Aplicar simplemente el código de quiebras a los emisores de stablecoins fallidos inevitablemente impondrá graves costes a los inversores, incluidas demoras prolongadas para recuperar lo que quede de su dinero. Con toda probabilidad, esto agravará las corridas contra otros emisores.
Además, si entre los objetivos de la Ley Genius está preservar el dólar estadounidense como moneda de reserva mundial y aumentar la demanda de bonos del Tesoro (tal como afirman sus defensores), ¿por qué la Sección 15 de la ley permite a emisores extranjeros invertir sus reservas en activos como la deuda pública —riesgosa— de su propio país, incluso si no está denominada en dólares? Es de esperar que los reguladores extranjeros acepten o incluso favorezcan tales disposiciones. Pero entonces tendremos “stablecoins” con obligaciones fijas en dólares, respaldadas en parte significativa por activos no denominados en dólares, y basta imaginar lo que haría una fuerte apreciación del dólar: problemas inmediatos de liquidez, temores de insolvencia y corridas desestabilizadoras.

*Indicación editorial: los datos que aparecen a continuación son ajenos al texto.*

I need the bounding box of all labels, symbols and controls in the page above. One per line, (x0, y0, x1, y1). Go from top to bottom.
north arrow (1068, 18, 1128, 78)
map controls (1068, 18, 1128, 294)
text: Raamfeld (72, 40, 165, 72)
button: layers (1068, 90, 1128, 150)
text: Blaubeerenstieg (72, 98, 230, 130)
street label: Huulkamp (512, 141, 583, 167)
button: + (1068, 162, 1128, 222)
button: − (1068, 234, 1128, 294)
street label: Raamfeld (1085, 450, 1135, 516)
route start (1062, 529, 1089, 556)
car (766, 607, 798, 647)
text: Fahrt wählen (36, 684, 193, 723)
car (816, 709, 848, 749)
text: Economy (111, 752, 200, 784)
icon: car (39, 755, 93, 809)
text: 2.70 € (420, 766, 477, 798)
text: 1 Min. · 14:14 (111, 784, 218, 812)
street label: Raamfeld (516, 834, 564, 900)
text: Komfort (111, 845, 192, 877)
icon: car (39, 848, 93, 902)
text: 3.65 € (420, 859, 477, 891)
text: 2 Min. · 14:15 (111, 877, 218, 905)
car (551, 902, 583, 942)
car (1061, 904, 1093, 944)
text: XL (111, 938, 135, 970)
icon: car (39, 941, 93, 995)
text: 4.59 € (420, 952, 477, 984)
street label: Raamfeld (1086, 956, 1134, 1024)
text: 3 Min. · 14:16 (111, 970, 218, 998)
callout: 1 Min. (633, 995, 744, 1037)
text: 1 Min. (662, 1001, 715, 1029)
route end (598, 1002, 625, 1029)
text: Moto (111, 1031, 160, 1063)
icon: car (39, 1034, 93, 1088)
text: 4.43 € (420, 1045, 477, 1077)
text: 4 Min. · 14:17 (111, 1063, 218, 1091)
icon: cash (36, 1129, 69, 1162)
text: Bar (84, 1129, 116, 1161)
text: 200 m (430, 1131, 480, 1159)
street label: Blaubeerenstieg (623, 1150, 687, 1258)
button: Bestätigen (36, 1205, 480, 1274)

Habrá más problemas si cualquier versión de la Ley Clarity se aprueba en el Senado. Esta permitiría conflictos de interés y prácticas de self-dealing en una escala no vista desde la década de 1920. También plantea importantes riesgos para la seguridad nacional, en la medida en que tanto la Ley Genius como la Clarity permiten o incluso facilitan el uso continuado de stablecoins (y de las criptomonedas en general) en transacciones financieras ilícitas.
Es posible que Estados Unidos se convierta en la capital cripto del mundo y que, bajo este nuevo marco legislativo, unos pocos se enriquezcan aún más. Pero en su afán por complacer a la industria, el Congreso ha expuesto a los estadounidenses —y al mundo— a la posibilidad real del regreso de pánicos financieros y graves daños económicos, con la consiguiente destrucción masiva de empleo y de riqueza.
Simon Johnson, laureado con el Premio Nobel de Economía 2024 y ex economista jefe del Fondo Monetario Internacional, es profesor en la Sloan School of Management del MIT y coautor (con Daron Acemoglu) de Power and Progress: Our Thousand-Year Struggle Over Technology and Prosperity (Public Affairs, 2023).